FeaturedHardcoreQ+A Interviews

INTERVIEW: Jami Morgan – Code Orange

CODE ORANGE have set the world of heavy music alight with their new album Forever and live shows that are quickly becoming the stuff of legend. On their UK run supporting Roadrunner labelmates GOJIRA (read our review of the show in Manchester here), we spoke to drummer and vocalist Jami Morgan about the record’s fearless approach to the genre, their ethos as a band, and just how far a band this savage can get.

So Forever was released at the very beginning of the year and set the bar stupidly high very early on. Did the record do what you hoped it would do upon release?

Jami: Yeah for sure. All our shows got way bigger, we started getting way more opportunities, it’s been great. I think all we wanted was to make the record that we’d had in mind the whole time and we created exactly what we wanted to create.

It’s a record that keeps throwing surprises at you. How conscious a decision was it to try and toy with the very building blocks of hardcore and push its boundaries?

Jami: Well, it started with the beginning of an idea with what we could do mixing these different things together. We had ideas coming out of our previous record of things that we could push further, as soon as we did that record we knew that. The point of I Am King was to create a new base for what we were gonna build on but not to get rid of our skills that we had developed previously. I think Forever’s just what we wanted to make but we weren’t skilled enough to make it until now.

With the amount of stuff goes on right up to it just cutting out at the very end, it must have been a hell of a task putting it all together.

Jami: We did something like the cut at the end even on our first record, that’s a little toy we’ve played with. We like to try and use tools that people would them identify and associate with our band specifically.

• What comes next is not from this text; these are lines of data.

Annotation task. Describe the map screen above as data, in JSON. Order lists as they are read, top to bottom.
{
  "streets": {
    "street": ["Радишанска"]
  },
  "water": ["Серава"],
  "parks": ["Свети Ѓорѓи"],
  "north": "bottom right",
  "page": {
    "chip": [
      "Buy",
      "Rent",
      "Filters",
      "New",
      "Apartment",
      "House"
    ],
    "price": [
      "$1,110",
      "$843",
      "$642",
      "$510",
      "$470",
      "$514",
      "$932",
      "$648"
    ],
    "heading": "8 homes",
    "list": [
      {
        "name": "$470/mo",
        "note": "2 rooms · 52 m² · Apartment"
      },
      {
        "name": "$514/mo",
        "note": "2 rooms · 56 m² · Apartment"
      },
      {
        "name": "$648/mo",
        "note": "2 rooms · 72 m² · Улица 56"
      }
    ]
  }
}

How many failed experiments were there before getting it right?

Jami: Well there were some songs that just weren’t good, some riffs that weren’t good. The idea was obviously to ditch every song or riff or part that we felt wasn’t up to the standard, and there was a lot of that, but that goes for every band. There were a couple songs that went in the wrong directions for this record but that we can maybe mess with in the future.

One thing that really shines throughout the record is just how confident it is in all of its twists and turns and everything it does, to the point that you shout “CODE ORANGE is forever” almost as a mosh call during the title track. Is that confidence a defining characteristic of your band in general?

Jami: Yeah I think it is. In terms of that line in that song, it made sense in the context. That song’s almost like a teaser trailer for the rest of the record. I think confidence is just key in anything. It’s what we lacked before the previous record, and the thing about confidence is the more you put that out there you’re gonna get a lot more attention, both a lot more negativity and a lot more people caring about what you’re doing because YOU care about what you’re doing.

Have you been faced with a lot of people who don’t get it?

Jami: There’s definitely times when things get to you, but just as I get older I feel like I’m becoming cold to it. There’s stuff you could say that’d cut me pretty badly but just, what does anybody know about what I’m trying to do? I know, my friends know, my band knows, that’s it. Everyone has an opinion and I just don’t care about most of them. Criticism that’s constructive is super useful and we took a lot of that on board and put it into this record, but it depends.

You talk about the idea of pain in music a lot, and CODE ORANGE’s core idea being pain. There’s of course that line in Bleeding in the Blur “The line between art and pain no longer exists”. Is doing CODE ORANGE painful for you?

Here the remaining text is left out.